Fui preso da sgomento e mi lasciai cadere in terra davanti quella porta inchiodata per sempre. Senza una maniglia, senza uno spigolo su cui appigliarsi per cercare di spalancarla. Convulsamente provai ad alzarmi, caddi sulla destra e mi ripresi grazie alla parete, poi di nuovo una vertigine mi proiettò verso sinistra ed ancora in avanti.

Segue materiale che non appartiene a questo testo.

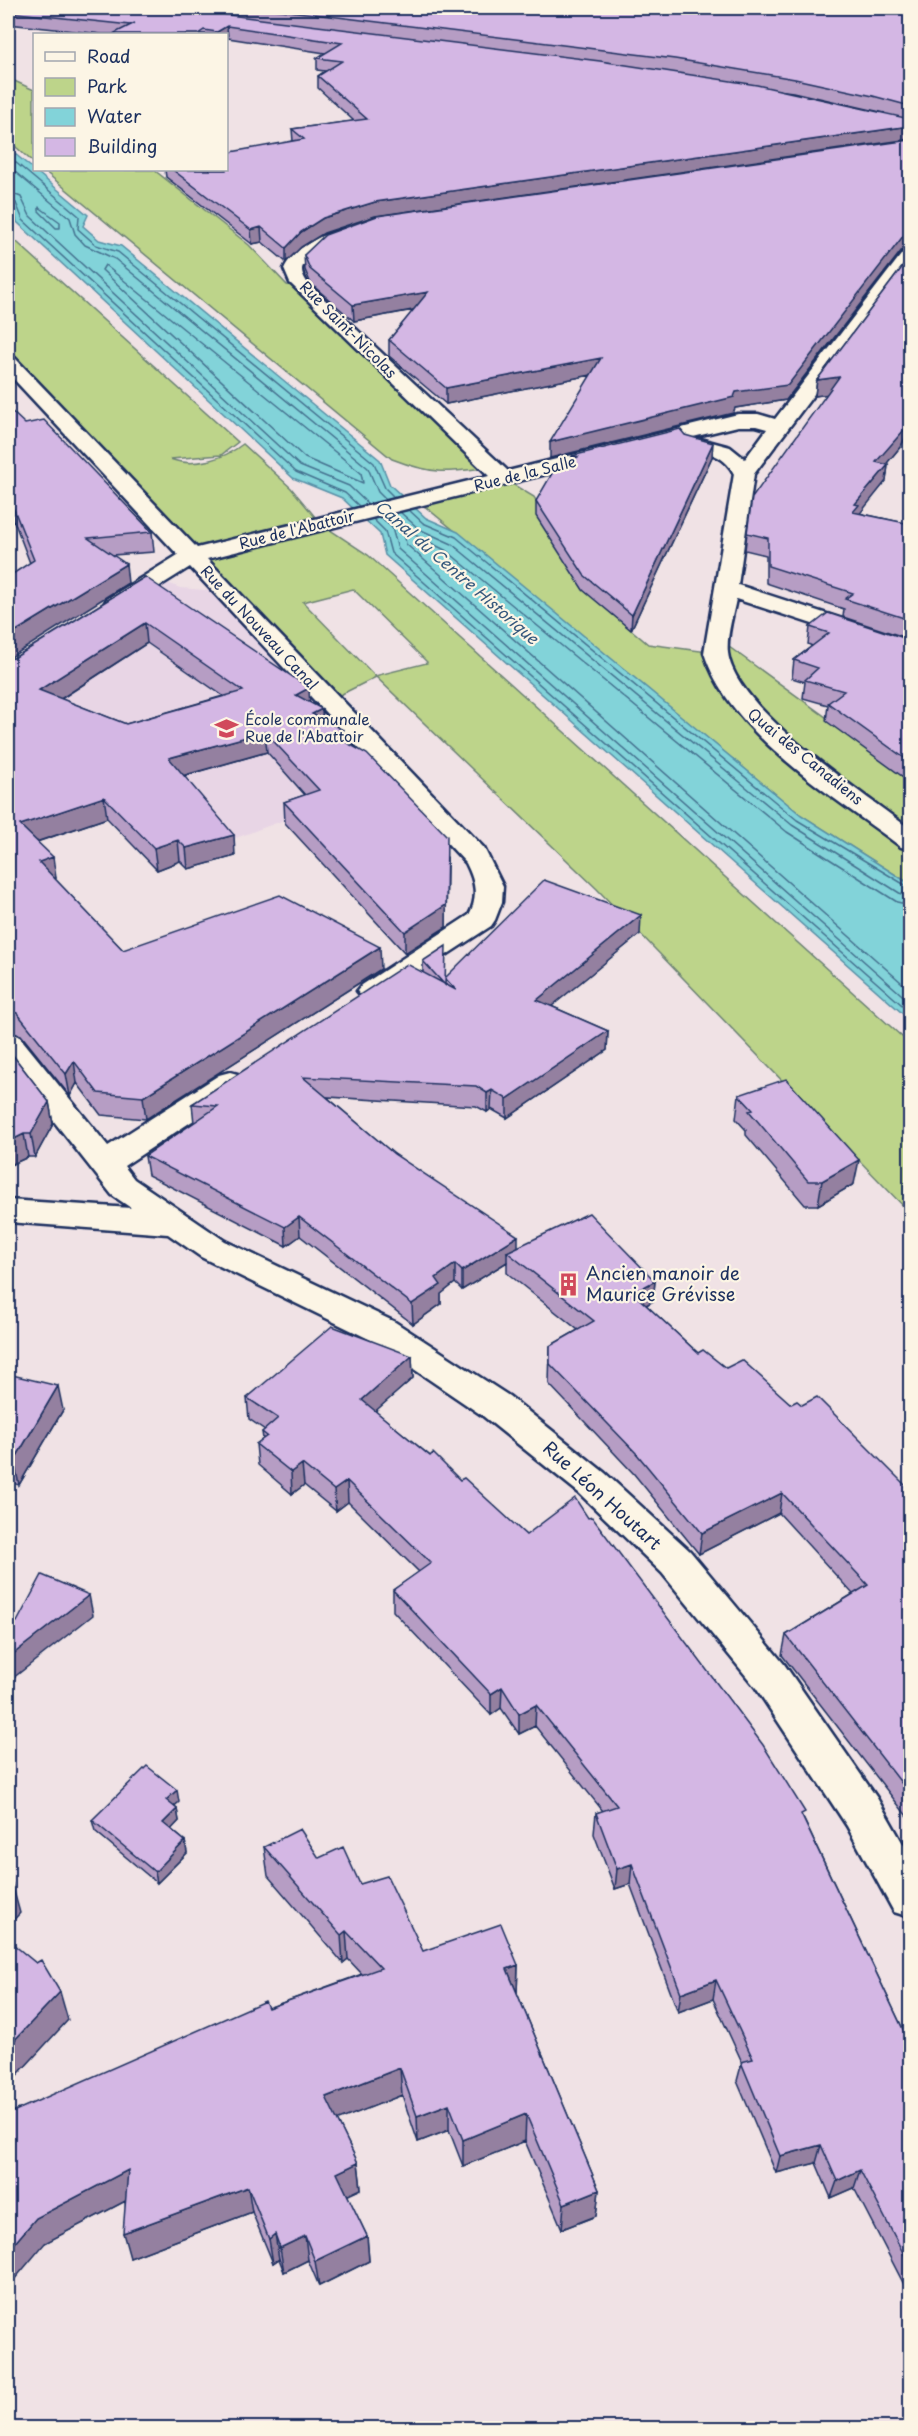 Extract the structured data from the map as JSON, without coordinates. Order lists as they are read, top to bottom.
{
  "streets": {
    "street": [
      "Rue Saint-Nicolas",
      "Rue de la Salle",
      "Rue de l'Abattoir",
      "Rue du Nouveau Canal",
      "Quai des Canadiens",
      "Rue Léon Houtart"
    ]
  },
  "crossings": [
    ["Rue Saint-Nicolas", "Rue de la Salle"],
    ["Rue de la Salle", "Rue de l'Abattoir"],
    ["Rue de la Salle", "Quai des Canadiens"],
    ["Rue de l'Abattoir", "Rue du Nouveau Canal"]
  ],
  "water": ["Canal du Centre Historique"],
  "places": {
    "school or university": ["École communale Rue de l'Abattoir"],
    "building": ["Ancien manoir de Maurice Grévisse"]
  },
  "legend": [
    "Road",
    "Park",
    "Water",
    "Building"
  ]
} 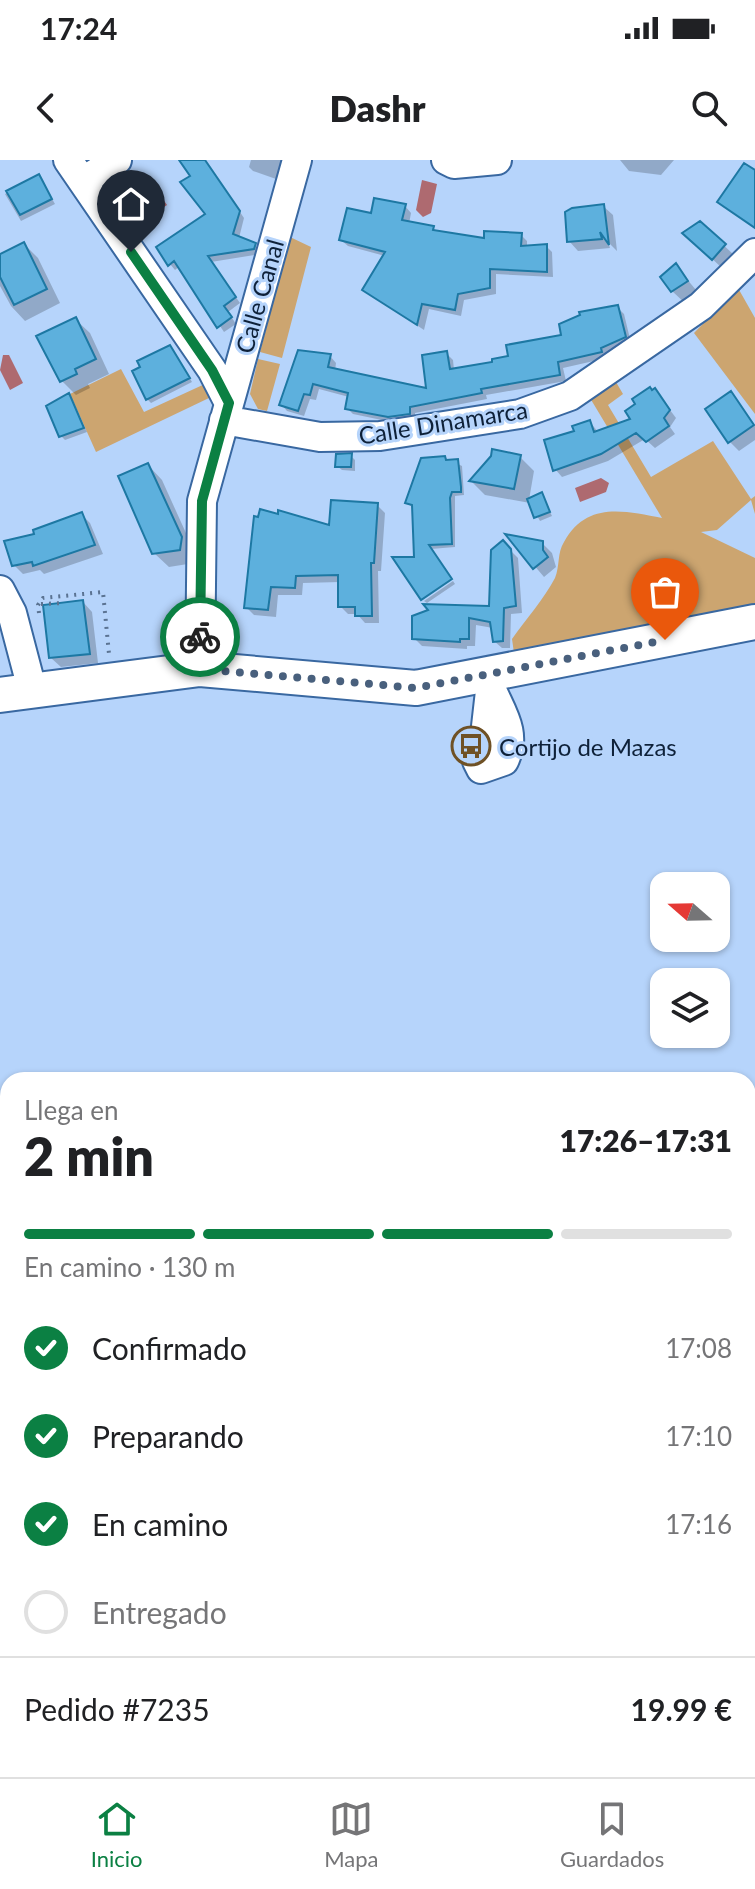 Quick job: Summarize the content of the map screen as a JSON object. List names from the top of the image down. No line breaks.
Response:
{"streets":{"street":["Calle Canal","Calle Dinamarca"]},"crossings":[["Calle Canal","Calle Dinamarca"]],"places":{"bus stop":["Cortijo de Mazas"]},"north":"left","page":{"status":"17:24","header":"Dashr","heading":["2 min","Llega en","17:26–17:31"],"panel":["Pedido #7235","19.99 €"],"bar":"En camino · 130 m","list":[["Confirmado","17:08"],["Preparando","17:10"],["En camino","17:16"],"Entregado"],"tabs":["Inicio","Mapa","Guardados"]}}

Spalancai di colpo gli occhi. Fissavo in terra la trama dei coppi del mio appartamento. Io non so cosa accadde quel giorno, forse avevo urtato contro qualcosa con così tanta forza da perdere i sensi. Ero sconvolto e stordito. Tutte le mie sicurezze sul mondo caddero in frantumi e tentai di ricomporle ma dopo quella visione orribile, i pezzi schizzavano via in tutte le direzioni non appena tentavo di inchiodarli al loro posto, vero o presunto. Non avevo più niente. Io chi 'Sono'? Cosa è 'Cielo'? Cosa è 'Stella'? Ero vuoto di ogni cosa e sconfitto, al punto che mi sarei fatto terra per tumularmi e nascondermi o vento per scappare ovunque senza il bisogno di un 'perché'. Mi tirai su e la spossatezza, prima leggera, si acuì di colpo lasciandomi un dolore e mezzo tremore. Tirai fuori dall'armadio la Walther P38, misi in canna un colpo e mi trapassai il petto caldo e fragile come il migliore dei codardi. Sentii il foro di entrata, quello di uscita a malapena o forse già lo sognai. Un ardore degno forse la metà di quell'animale mitico e morente in una dimensione solo ideale, ma non per questo meno significativa, dell'Esistenza.
E poi fu con un colpo notte (ma soprattutto Desistenza).